DESCRIPTION OF THE TASK: Repeat each entry exactly and drop the pictures.

TASK INPUT:
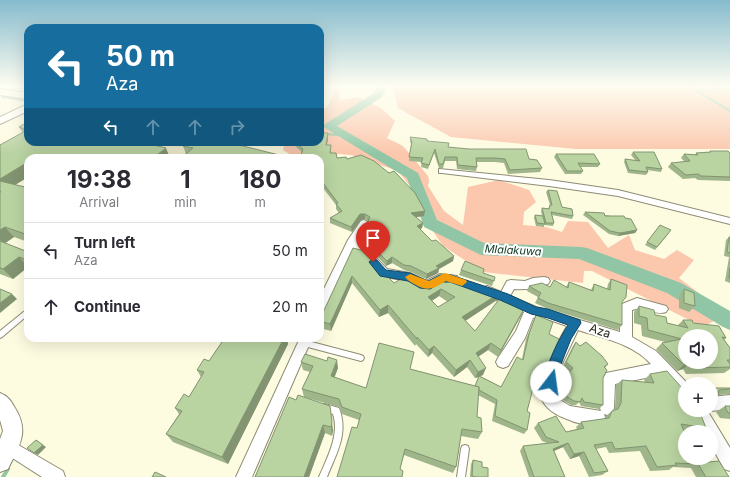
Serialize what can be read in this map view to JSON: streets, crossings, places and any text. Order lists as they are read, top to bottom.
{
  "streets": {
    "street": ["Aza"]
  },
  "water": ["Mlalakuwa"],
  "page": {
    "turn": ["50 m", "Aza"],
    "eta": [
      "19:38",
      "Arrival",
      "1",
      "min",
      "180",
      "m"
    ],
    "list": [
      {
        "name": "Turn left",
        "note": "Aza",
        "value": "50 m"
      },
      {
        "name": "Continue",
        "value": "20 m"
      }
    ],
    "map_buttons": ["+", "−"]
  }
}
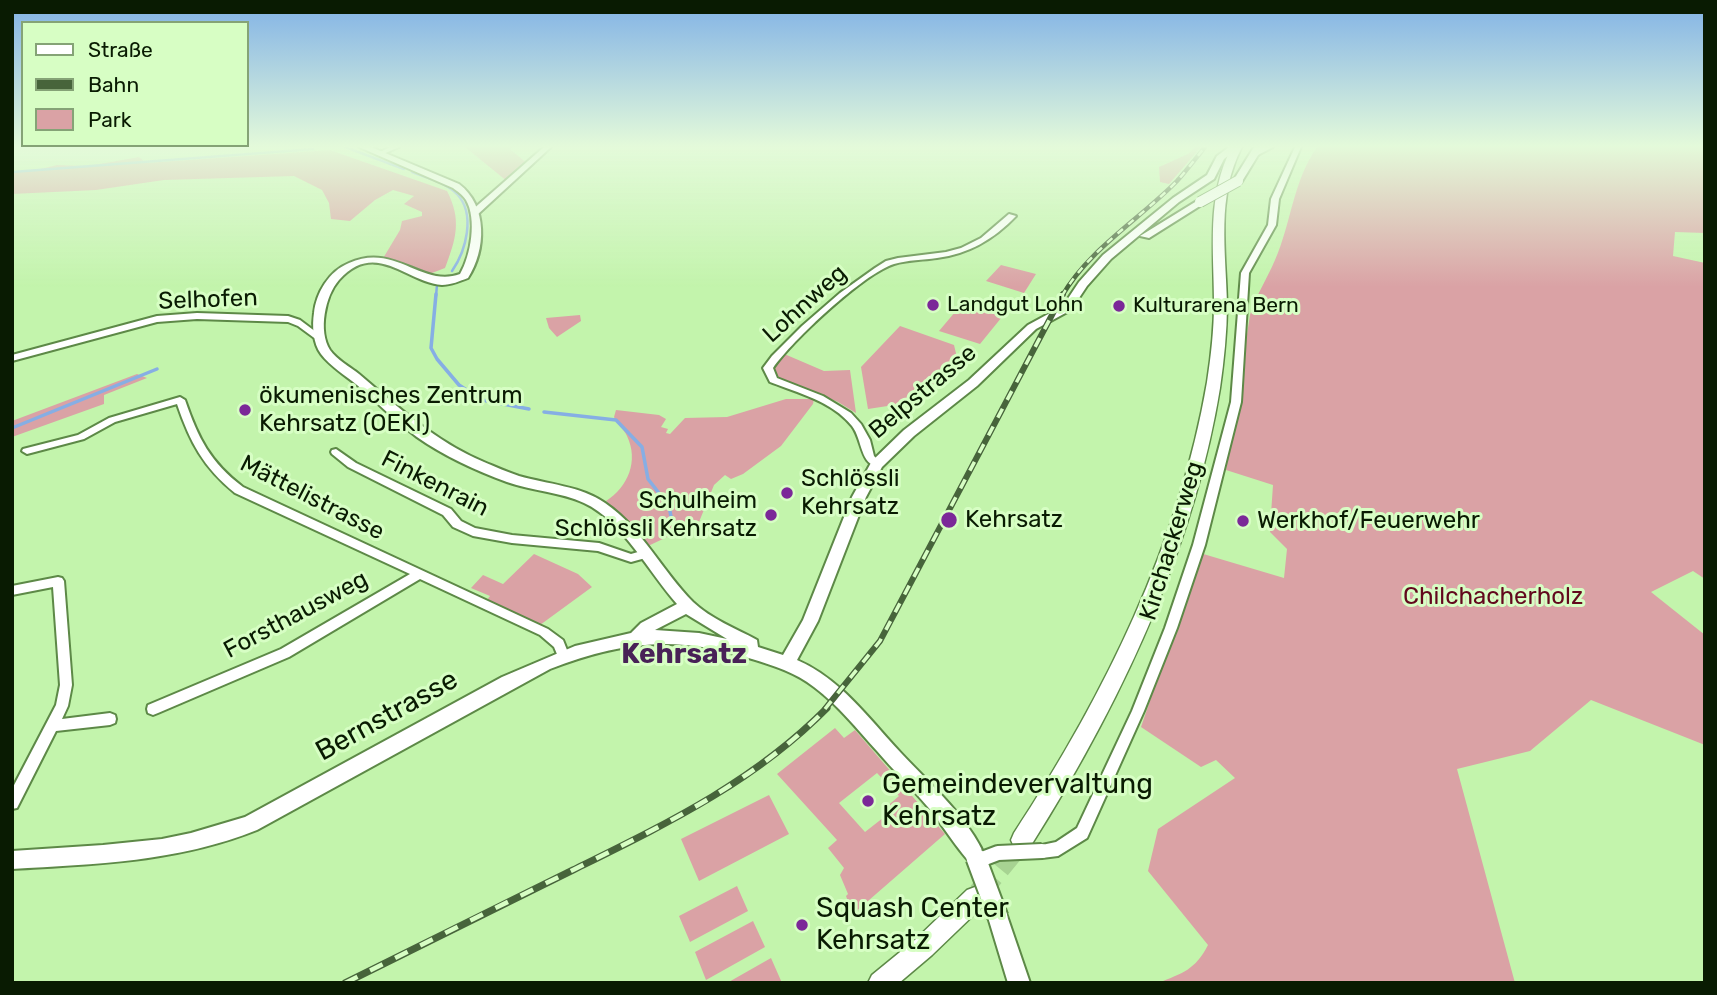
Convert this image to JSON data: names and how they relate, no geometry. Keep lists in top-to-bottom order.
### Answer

SOLUTION BELOW:
Serialize what can be read in this map view to JSON: streets, crossings, places and any text. Order lists as they are read, top to bottom.
{
  "streets": {
    "street": ["Aza"]
  },
  "water": ["Mlalakuwa"],
  "page": {
    "turn": ["50 m", "Aza"],
    "eta": [
      "19:38",
      "Arrival",
      "1",
      "min",
      "180",
      "m"
    ],
    "list": [
      {
        "name": "Turn left",
        "note": "Aza",
        "value": "50 m"
      },
      {
        "name": "Continue",
        "value": "20 m"
      }
    ],
    "map_buttons": ["+", "−"]
  }
}
Convert this image to JSON data: names and how they relate, no geometry. Keep lists in top-to-bottom order.
### Answer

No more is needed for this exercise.